Introduction

wink-distance

Distance/Similarity functions for Bag of Words, Strings, Vectors and more.

Build Status Coverage Status Inline docs dependencies Status devDependencies Status

Compute distances or similarities needed for NLP, de-duplication and clustering using wink-distance.
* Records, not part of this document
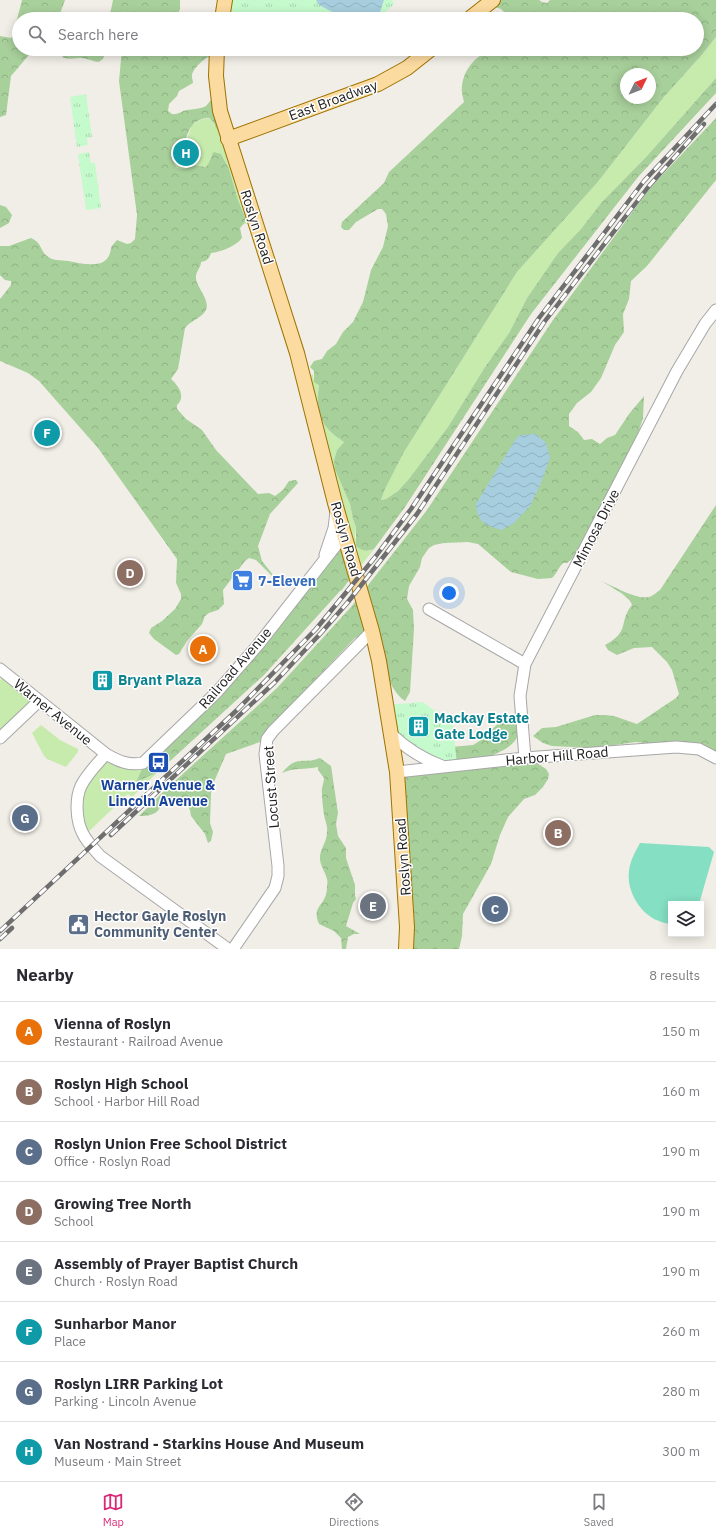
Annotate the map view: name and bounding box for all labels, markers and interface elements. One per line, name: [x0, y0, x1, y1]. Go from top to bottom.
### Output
search box: [12, 12, 704, 56]
icon: search: [26, 23, 48, 45]
text: Search here: [58, 25, 138, 44]
north arrow: [620, 68, 656, 104]
street label: East Broadway: [286, 76, 380, 124]
pin: H: [173, 138, 199, 168]
street label: Roslyn Road: [236, 187, 278, 267]
pin: F: [34, 418, 60, 448]
street label: Mimosa Drive: [569, 486, 623, 570]
street label: Roslyn Road: [327, 499, 365, 579]
pin: D: [117, 558, 143, 588]
supermarket icon: 7-Eleven: [230, 568, 256, 594]
place label: 7-Eleven: [258, 572, 316, 590]
your location: [439, 583, 459, 603]
street label: Railroad Avenue: [195, 624, 275, 712]
pin: A: [190, 634, 216, 664]
building icon: Bryant Plaza: [90, 667, 116, 693]
place label: Bryant Plaza: [118, 671, 202, 689]
street label: Warner Avenue: [10, 675, 96, 749]
place label: Mackay Estate Gate Lodge: [434, 709, 529, 743]
building icon: Mackay Estate Gate Lodge: [406, 713, 432, 739]
street label: Harbor Hill Road: [505, 743, 609, 769]
street label: Locust Street: [259, 745, 283, 829]
bus stop icon: Warner Avenue & Lincoln Avenue: [145, 750, 171, 776]
place label: Warner Avenue & Lincoln Avenue: [101, 776, 216, 810]
pin: G: [12, 803, 38, 833]
street label: Roslyn Road: [391, 818, 415, 896]
pin: B: [545, 818, 571, 848]
pin: E: [360, 891, 386, 921]
pin: C: [482, 894, 508, 924]
map controls: [668, 901, 704, 937]
button: layers: [668, 901, 704, 937]
place label: Hector Gayle Roslyn Community Center: [94, 907, 226, 941]
public building icon: Hector Gayle Roslyn Community Center: [65, 911, 91, 937]
text: Nearby: [16, 964, 74, 986]
text: 8 results: [649, 967, 700, 984]
text: Vienna of Roslyn: [54, 1014, 171, 1033]
text: A: [25, 1023, 33, 1040]
text: 150 m: [662, 1023, 700, 1040]
text: Restaurant · Railroad Avenue: [54, 1033, 223, 1050]
text: Roslyn High School: [54, 1074, 188, 1093]
text: B: [25, 1083, 33, 1100]
text: 160 m: [662, 1083, 700, 1100]
text: School · Harbor Hill Road: [54, 1093, 200, 1110]
text: Roslyn Union Free School District: [54, 1134, 287, 1153]
text: C: [25, 1143, 33, 1160]
text: 190 m: [662, 1143, 700, 1160]
text: Office · Roslyn Road: [54, 1153, 171, 1170]
text: Growing Tree North: [54, 1194, 191, 1213]
text: D: [24, 1203, 34, 1220]
text: 190 m: [662, 1203, 700, 1220]
text: School: [54, 1213, 94, 1230]
text: Assembly of Prayer Baptist Church: [54, 1254, 298, 1273]
text: E: [25, 1263, 33, 1280]
text: 190 m: [662, 1263, 700, 1280]
text: Church · Roslyn Road: [54, 1273, 178, 1290]
text: Sunharbor Manor: [54, 1314, 176, 1333]
text: F: [25, 1323, 33, 1340]
text: 260 m: [662, 1323, 700, 1340]
text: Place: [54, 1333, 86, 1350]
text: Roslyn LIRR Parking Lot: [54, 1374, 223, 1393]
text: G: [24, 1383, 34, 1400]
text: 280 m: [662, 1383, 700, 1400]
text: Parking · Lincoln Avenue: [54, 1393, 196, 1410]
text: Van Nostrand - Starkins House And Museum: [54, 1434, 364, 1453]
text: H: [24, 1443, 34, 1460]
text: 300 m: [662, 1443, 700, 1460]
text: Museum · Main Street: [54, 1453, 181, 1470]
tab: Map: [102, 1491, 124, 1529]
tab: Directions: [329, 1491, 379, 1529]
tab: Saved: [584, 1491, 614, 1529]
It is a part of wink — a growing family of high quality packages for Statistical Analysis, Natural Language Processing and Machine Learning in NodeJS.

Installation

Use npm to install:

npm install wink-distance --save

Documentation

Check out the distance/similarity API documentation to learn more.

Need Help?

If you spot a bug and the same has not yet been reported, raise a new issue or consider fixing it and sending a pull request.

Copyright & License

wink-distance is copyright 2017-18 GRAYPE Systems Private Limited.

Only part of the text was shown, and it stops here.